Guest essay by Eric Worrall
A new study suggests that most greens believe that by virtue of their support for environmental issues they earn the right to ignore their personal responsibilities.
ON CLIMATE CHANGE, A DISCONNECT BETWEEN ATTITUDES AND BEHAVIOR
A new study finds climate change skeptics are more likely to behave in eco-friendly ways than those who are highly concerned about the issue.
Participants in a year-long study who doubted the scientific consensus on the issue “opposed policy solutions,” but at the same time, they “were most likely to report engaging in individual-level, pro-environmental behaviors,” writes a research team led by University of Michigan psychologist Michael Hall.
Conversely, those who expressed the greatest belief in, and concern about, the warming environment “were most supportive of government climate policies, but least likely to report individual-level actions.”
Hall and his colleagues can only speculate about the reasons for their results. But regarding the concerned but inactive, the psychological phenomenon known as moral licensing is a likely culprit.
Previous research has found doing something altruistic—even buying organic foods—gives us license to engage in selfish activity. We’ve “earned” points in our own mind. So if you’ve pledged some money to Greenpeace, you feel entitled to enjoying the convenience of a plastic bag.
Regarding climate change skeptics, remember that conservatism prizes individual action over collective efforts. So while they may assert disbelief in order to stave off coercive (in their view) actions by the government, many could take pride in doing what they can do on a personal basis.
The abstract of the study;
Believing in climate change, but not behaving sustainably: Evidence from a one-year longitudinal study
Michael P.Hall, Neil A.Lewis Jr., Phoebe C. Ellsworth
We conducted a one-year longitudinal study in which 600 American adults regularly reported their climate change beliefs, pro-environmental behavior, and other climate-change related measures. Using latent class analyses, we uncovered three clusters of Americans with distinct climate belief trajectories: (1) the “Skeptical,” who believed least in climate change; (2) the “Cautiously Worried,” who had moderate beliefs in climate change; and (3) the “Highly Concerned,” who had the strongest beliefs and concern about climate change. Cluster membership predicted different outcomes: the “Highly Concerned” were most supportive of government climate policies, but least likely to report individual-level actions, whereas the “Skeptical” opposed policy solutions but were most likely to report engaging in individual-level pro-environmental behaviors. Implications for theory and practice are discussed.

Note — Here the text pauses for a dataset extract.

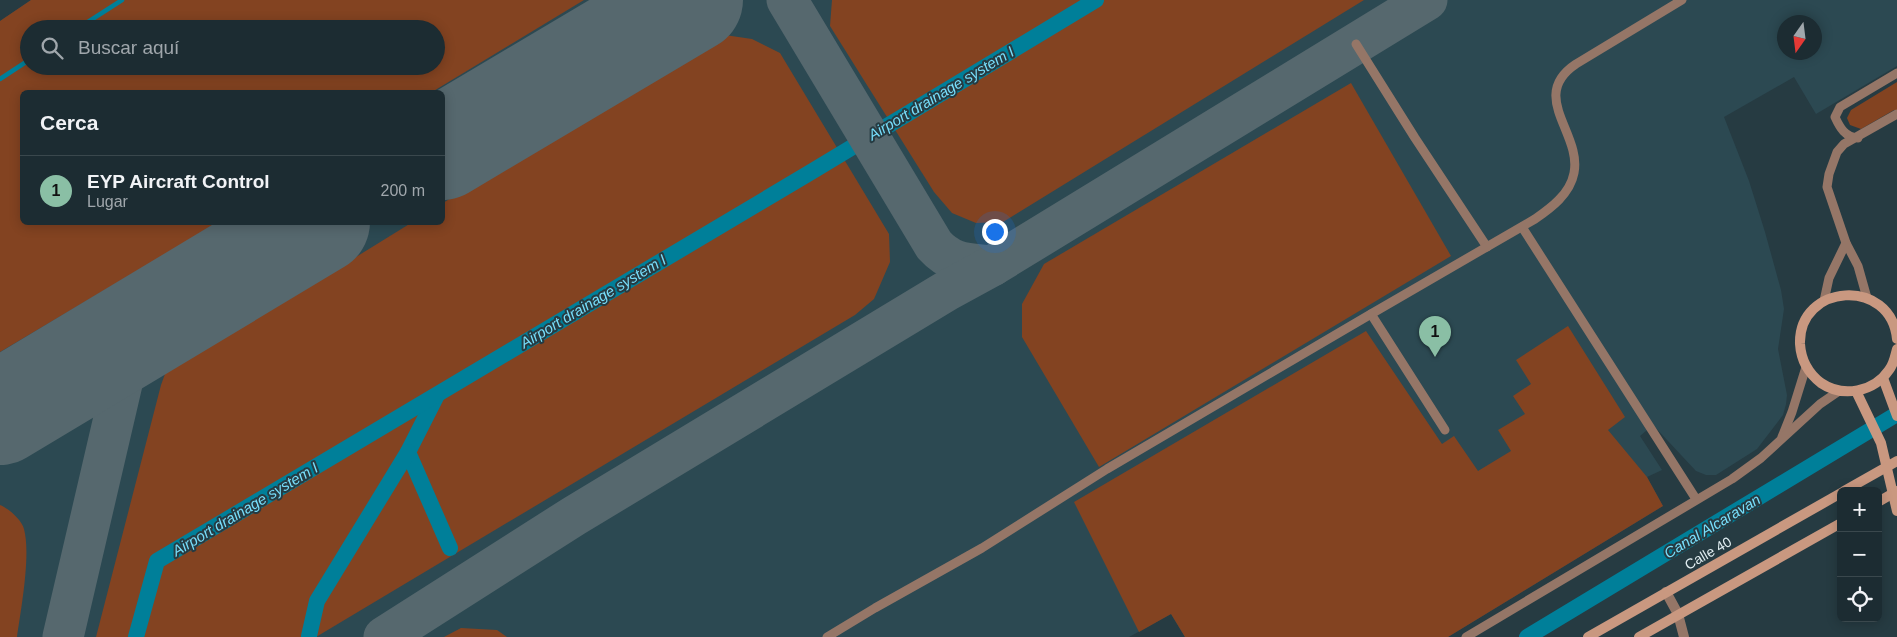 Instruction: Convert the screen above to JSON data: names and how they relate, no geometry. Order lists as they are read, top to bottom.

Academics competing to see who can log the most air miles, Jetset hypocrites calling for “deniers” to be banned from public office, large climate conferences full of frequent fliers; the brazen climate hypocrisy of leading greens is nothing new to regular readers of WUWT.
But this study goes a step further – it is not just the leaders who are complete hypocrites. The leaders of the green movement are not duping followers with their hypocrisy, they are an expression of the top to bottom hypocrisy of their entire movement. The most vocal climate supporters are actually the people who care least about the planet – all those noisy expressions of concern are camouflage to conceal the fact they are deeply selfish people who can’t be bothered to make a personal effort to improve the world they claim to love.
I pick up trash outside my house – because I like having a nice house, I like living on a nice street. I don’t think it is someone elses job to make my little corner of the world a better place. If I thought CO2 was a problem I would make a personal effort to reduce my carbon footprint.
Perhaps that sense of personal ownership, of responsibility for one’s actions, is what is missing from the green movement – a point made by the authors of the study.